The first step was covering up the orange paint.

I am anything but a designer. Like most people, I enjoy being surrounded by beauty. When I get tired of standing in front of the mirror, I am left to find beauty in my environment. Husband and I picked out this great tile to go in the Love Shack, a terra cotta with blue designs on it (click here to see it up close). (By the way, I don’t recommend this tile unless you enjoy scraping bar codes off the floor. Some genius decided to put the bar codes on the TOP of each tile. As we are a lazy/busy family, there are still tiles with bar codes on them. In fact, the only ones without bar codes are a gift of my mother’s hard work. Thanks, Mom.)

As I was saying…I tried to match the terra cotta tile. And do an accent wall. Thankfully, I can’t find any photos of the old Love Shack, because although people were nice enough about it, it was Ugly. A few months ago I went out there to write, and as I sat on the bed, looking around (not writing), I couldn’t help but notice the pleasing sandy color I’d chosen was orange. Orange!

So on Mother’s Day, I painted the heck out of those walls, to a nice soft Informal Ivory. Now it’s Very Boring, which is better than orange, and I can always kick up the color a bit with the trim. And paint some poems on the walls, maybe some birds and stars. It’s MY ROOM. Yeah, guests sometimes sleep in it, so I don’t want to put anything disturbing on the walls, like these prints we got to enjoy when staying in a hotel room in Nasca, Peru:

Sweet dreams!

Don't let the bed bugs (er, horses) bite!

We weren’t sure which one we liked more, but we think the execution scene really sets the mood for peaceful slumber.

It’s clean and cozy, there’s a full bathroom, and even better: I can get work done in there. I’ve got lots of plans for the room, and the only challenge to my writing will be that I need to sit still and write, not putter about fixing up the place. In the meantime, it’s  a workable writer’s studio. I like to call it my “sink paceuary” (taken from “peace sanctuary” when I was doing the Hypnobirthing CD – don’t laugh).

Finally moved my story board from the bedroom wall to the Love Shack.

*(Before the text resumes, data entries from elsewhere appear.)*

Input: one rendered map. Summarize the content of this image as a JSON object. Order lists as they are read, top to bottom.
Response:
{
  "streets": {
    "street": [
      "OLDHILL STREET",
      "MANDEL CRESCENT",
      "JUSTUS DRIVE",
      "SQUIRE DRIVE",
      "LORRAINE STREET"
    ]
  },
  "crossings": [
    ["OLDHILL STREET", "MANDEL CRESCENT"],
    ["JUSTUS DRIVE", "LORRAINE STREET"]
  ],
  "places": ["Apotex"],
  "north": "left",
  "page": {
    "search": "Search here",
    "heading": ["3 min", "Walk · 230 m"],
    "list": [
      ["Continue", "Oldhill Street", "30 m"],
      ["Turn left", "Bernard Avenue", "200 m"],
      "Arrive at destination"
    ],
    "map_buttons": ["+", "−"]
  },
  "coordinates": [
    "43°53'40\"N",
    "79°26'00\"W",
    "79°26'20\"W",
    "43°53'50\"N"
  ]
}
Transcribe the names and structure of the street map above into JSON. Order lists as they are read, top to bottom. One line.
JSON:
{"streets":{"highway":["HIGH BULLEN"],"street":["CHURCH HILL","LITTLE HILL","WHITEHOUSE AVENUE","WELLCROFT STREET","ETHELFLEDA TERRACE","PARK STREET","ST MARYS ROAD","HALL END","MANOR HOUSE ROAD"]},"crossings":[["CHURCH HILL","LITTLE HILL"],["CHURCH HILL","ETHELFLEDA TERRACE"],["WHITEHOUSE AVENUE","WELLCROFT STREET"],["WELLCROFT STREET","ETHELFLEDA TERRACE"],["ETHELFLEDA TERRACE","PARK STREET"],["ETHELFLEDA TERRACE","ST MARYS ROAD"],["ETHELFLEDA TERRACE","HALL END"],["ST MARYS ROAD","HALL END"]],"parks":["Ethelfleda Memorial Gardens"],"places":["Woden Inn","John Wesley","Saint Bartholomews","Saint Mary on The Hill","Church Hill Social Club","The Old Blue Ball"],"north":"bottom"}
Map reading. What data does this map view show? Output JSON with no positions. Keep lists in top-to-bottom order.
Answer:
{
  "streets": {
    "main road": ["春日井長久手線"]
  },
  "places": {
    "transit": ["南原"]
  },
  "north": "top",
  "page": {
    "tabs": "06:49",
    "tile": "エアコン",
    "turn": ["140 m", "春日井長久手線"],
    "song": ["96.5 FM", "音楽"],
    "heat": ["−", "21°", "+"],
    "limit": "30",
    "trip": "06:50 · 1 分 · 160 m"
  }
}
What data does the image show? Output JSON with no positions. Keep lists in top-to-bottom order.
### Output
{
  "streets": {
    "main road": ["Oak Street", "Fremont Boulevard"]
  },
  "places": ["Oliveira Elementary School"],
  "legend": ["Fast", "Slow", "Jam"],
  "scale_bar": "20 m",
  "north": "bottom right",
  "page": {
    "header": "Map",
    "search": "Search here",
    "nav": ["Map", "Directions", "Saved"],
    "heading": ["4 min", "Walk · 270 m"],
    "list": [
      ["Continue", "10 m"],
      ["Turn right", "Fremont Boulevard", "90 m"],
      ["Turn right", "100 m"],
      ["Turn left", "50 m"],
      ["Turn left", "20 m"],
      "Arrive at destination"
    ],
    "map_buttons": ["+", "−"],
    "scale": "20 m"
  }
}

“All I could do was to offer you an opinion upon one minor point — a woman must have money and a room of her own if she is to write fiction,” Virginia Woolf so famously said. Actually, I’d forgotten about the money part until I looked it up, and I now wish I had left the quote to memory. Anyway. I at least have the room of my own. It’s enough.

ETA: I was inspired to write about the Love Shack after doing Erin Bow’s interview. Her fantastic digs (located in a pole dancing studio!) make the Love Shack look tame by comparison.

Mommy Goes To Los Angeles

My first weekend away from home since Z’s birth deserves a tribute, and Z deserves a new book. So I made one for her. It cost no money and took approximately forty minutes to create. The illustrations especially are an indication of the book’s hasty publishing.

Z has been without her father for weeks at a time (usually for work), so she’s used to him being gone (although she never likes it). Because I’m always around, I thought a book might be a good way to explain what’s going on. I could just tell her, but that would be boring.

Plus, I love making books.

So here’s the text:

Mommy is going to Los Angeles.

Los Angeles is a city in southern California. Auntie Dana lives there.

Mommy is going to visit Auntie Dana, and stay at Auntie Dana’s house.

Mommy and Auntie Dana will do fun things, like go out to dinner, go shopping, and tell stories.

While Mommy is in Los Angeles, Z will get to spend lots of time with Daddy!

Z and Daddy will eat together, play together, and do naptime and bedtime. Maybe they’ll read lots of stories, like this one.

Even though Mommy will have fun with Auntie Dana, she will miss Z and Daddy and Clark very much!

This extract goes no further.